The dryness of the landscape enabled the team from the University of Padua to see evidence of 2,000-year-old structures beneath the soil -- including remnants of churches, city walls, gates and even a theater, according to the research published in this week's edition of the journal Science.
Like Venice, Altinum sat in the large lagoon connected to the Adriatic Sea that is now known as the Venice Lagoon. At around 200 square miles, it is one of the largest bodies of water of its kind in the world. Larger than Pompeii, Altinum was among the most influential cities in northern Italy during Roman times and home to as many as 20,000 people, according to Alessandro Fontana, one of the researchers who produced the map.
In the 1st century BC, "Altinum was a quite important harbor," said Fontana, a professor in the university's geography department. "Archaeologists consider it to be like a maritime emporium where traders arrived from all around the Mediterranean."
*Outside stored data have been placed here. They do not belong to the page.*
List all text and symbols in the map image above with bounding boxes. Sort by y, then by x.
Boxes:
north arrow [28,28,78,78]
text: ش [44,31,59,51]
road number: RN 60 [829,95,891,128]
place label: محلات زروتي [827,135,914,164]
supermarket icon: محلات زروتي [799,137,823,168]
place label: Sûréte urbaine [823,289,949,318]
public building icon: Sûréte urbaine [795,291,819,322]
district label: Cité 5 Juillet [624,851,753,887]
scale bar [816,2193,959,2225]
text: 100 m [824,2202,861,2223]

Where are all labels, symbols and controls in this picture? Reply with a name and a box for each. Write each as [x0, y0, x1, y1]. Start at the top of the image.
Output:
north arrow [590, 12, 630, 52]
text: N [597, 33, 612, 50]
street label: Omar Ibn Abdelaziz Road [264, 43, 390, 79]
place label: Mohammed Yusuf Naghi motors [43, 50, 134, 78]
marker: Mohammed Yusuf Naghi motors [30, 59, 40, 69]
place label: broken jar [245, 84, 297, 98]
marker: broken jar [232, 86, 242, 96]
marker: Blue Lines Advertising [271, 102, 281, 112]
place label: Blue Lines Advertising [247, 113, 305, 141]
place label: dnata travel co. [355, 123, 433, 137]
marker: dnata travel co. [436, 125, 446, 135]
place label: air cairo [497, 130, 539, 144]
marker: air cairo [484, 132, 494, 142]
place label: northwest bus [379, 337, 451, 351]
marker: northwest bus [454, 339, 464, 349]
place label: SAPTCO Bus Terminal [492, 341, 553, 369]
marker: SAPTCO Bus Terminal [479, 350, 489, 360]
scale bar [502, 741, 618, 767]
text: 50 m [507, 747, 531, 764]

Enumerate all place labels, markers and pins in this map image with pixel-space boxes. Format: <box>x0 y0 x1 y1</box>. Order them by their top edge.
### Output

Altinum had also been famous since the Iron Age for wool production and horse breeding, Fontana said.
Creating this new map of one of the Roman Empire's great cities was possible because Altinum, unlike most ancient cities in Europe, was not built over by later generations. As a result, the researchers were able to use aerial photographs to peer beneath the modern farmland covering the ancient city to reveal subsurface stones, bricks and compacted soil. The severe drought of 2007, which dried up vegetation in the area, also made it easier for the visible-light and near-infrared cameras to reveal the structure of the city.
Today, about 11% of the lagoon is permanently covered by open water, and around 80% consists of mud flats, tidal shallows and salt marshes.
As with Venice, life in Altinum was dominated by water.
Residents willingly accepted the curse of mosquitoes and other insects in exchange for the relative safety of life protected from land invaders, according to Fontana. The resources of the lagoon itself -- fish, game and salt -- would have been an additional inducement to settlers, Fontana said, along with a direct route to the Adriatic.